◆ Problem description
Write the records below out again exactly as given, with no images.

(Data for this task)

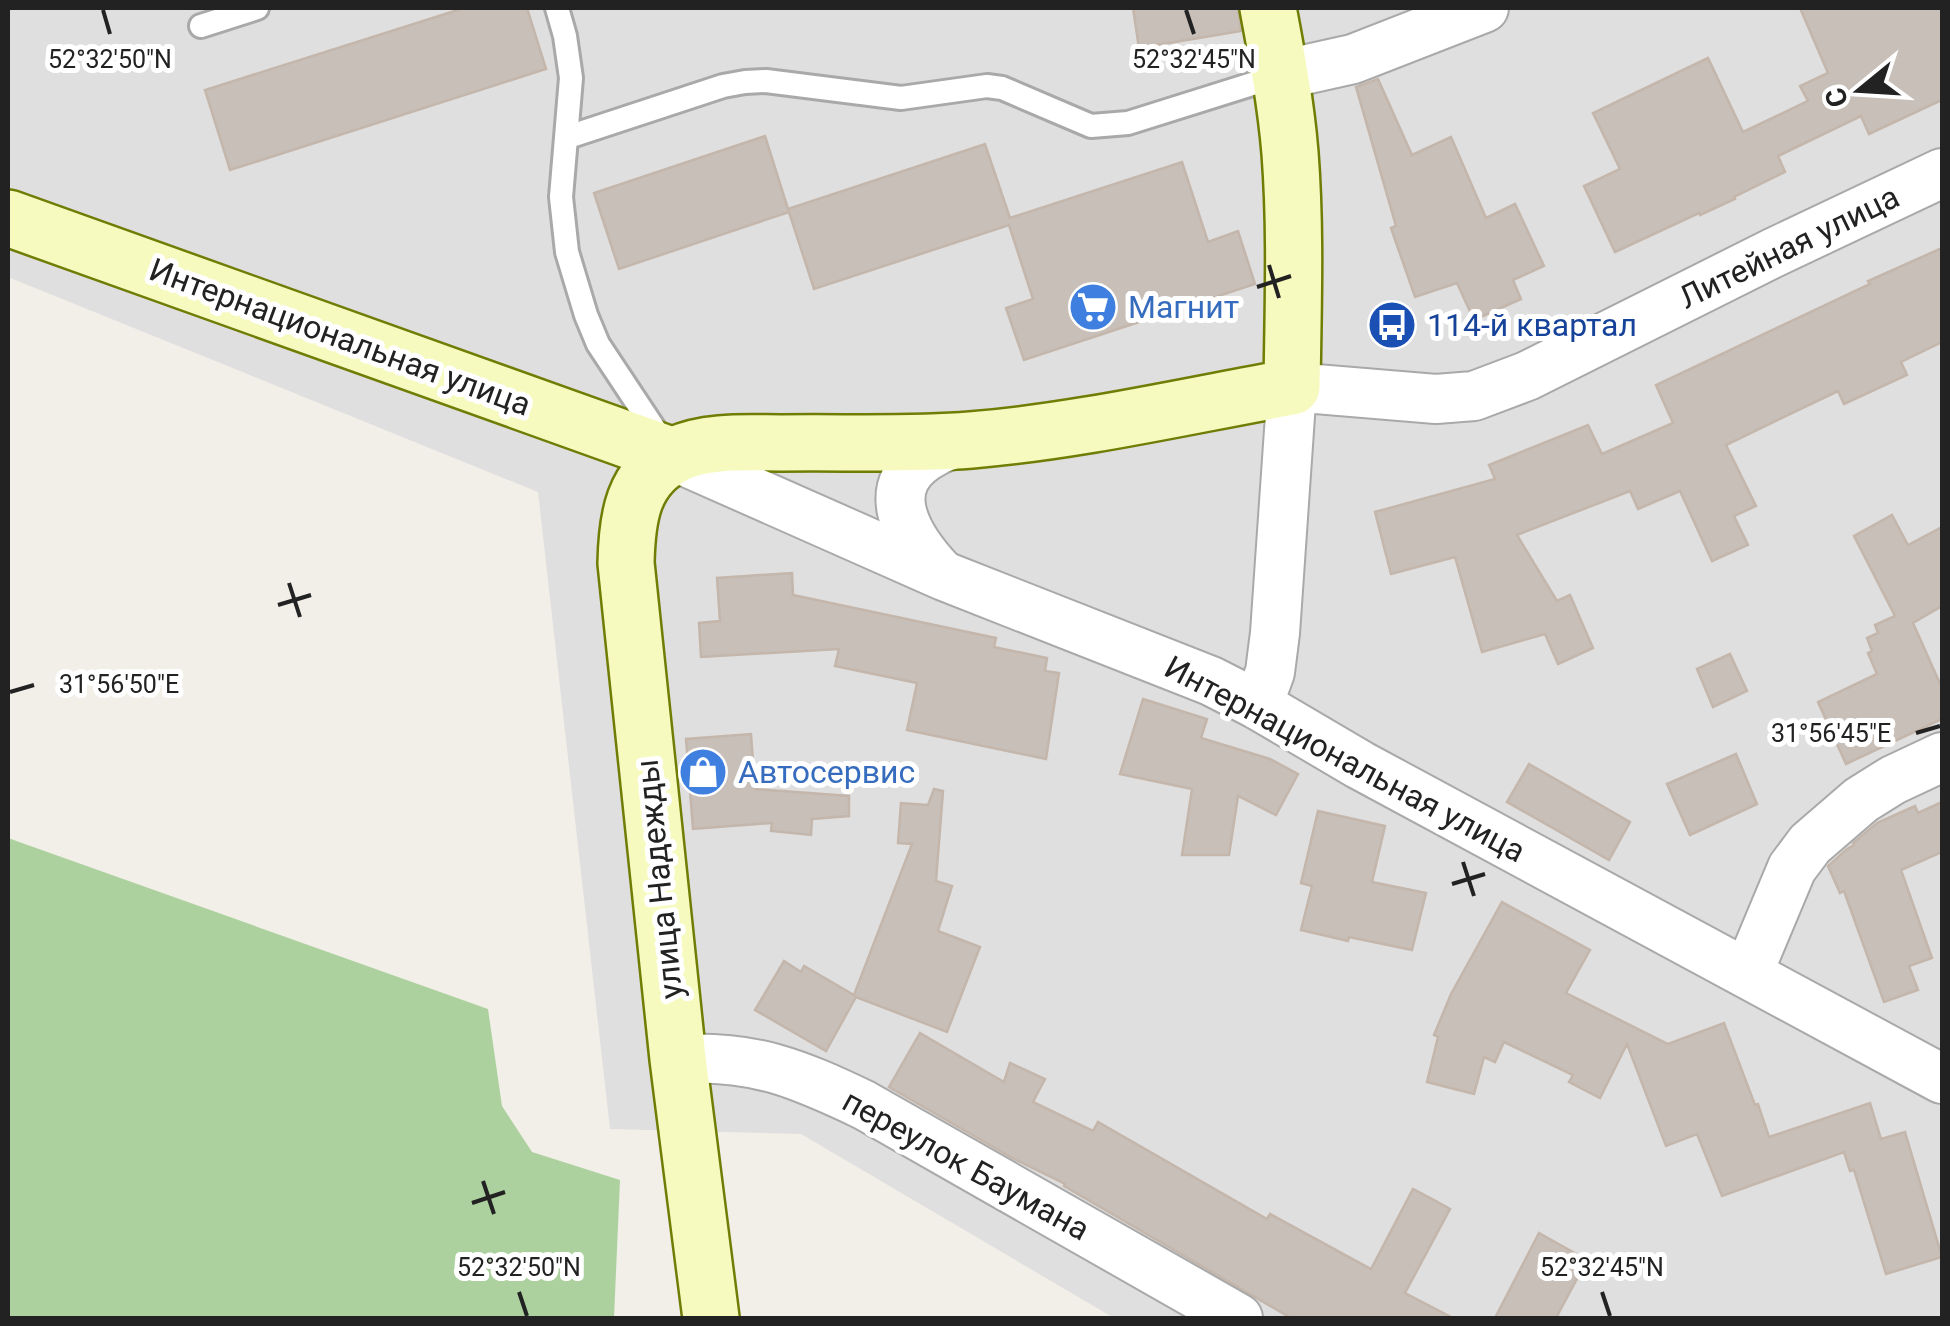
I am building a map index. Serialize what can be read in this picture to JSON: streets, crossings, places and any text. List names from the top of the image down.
{
  "streets": {
    "street": [
      "Литейная улица",
      "Интернациональная улица",
      "улица Надежды",
      "переулок Баумана"
    ]
  },
  "crossings": [
    ["Интернациональная улица", "улица Надежды"],
    ["улица Надежды", "переулок Баумана"]
  ],
  "places": {
    "supermarket": ["Магнит"],
    "bus stop": ["114-й квартал"],
    "shop": ["Автосервис"]
  },
  "north": "left",
  "coordinates": [
    "52°32'50\"N",
    "52°32'45\"N",
    "31°56'50\"E",
    "31°56'45\"E"
  ]
}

(End Data for this task)

◆ Exercise output
I am building a map index. Serialize what can be read in this picture to JSON: streets, crossings, places and any text. List names from the top of the image down.
{
  "streets": {
    "street": [
      "Литейная улица",
      "Интернациональная улица",
      "улица Надежды",
      "переулок Баумана"
    ]
  },
  "crossings": [
    ["Интернациональная улица", "улица Надежды"],
    ["улица Надежды", "переулок Баумана"]
  ],
  "places": {
    "supermarket": ["Магнит"],
    "bus stop": ["114-й квартал"],
    "shop": ["Автосервис"]
  },
  "north": "left",
  "coordinates": [
    "52°32'50\"N",
    "52°32'45\"N",
    "31°56'50\"E",
    "31°56'45\"E"
  ]
}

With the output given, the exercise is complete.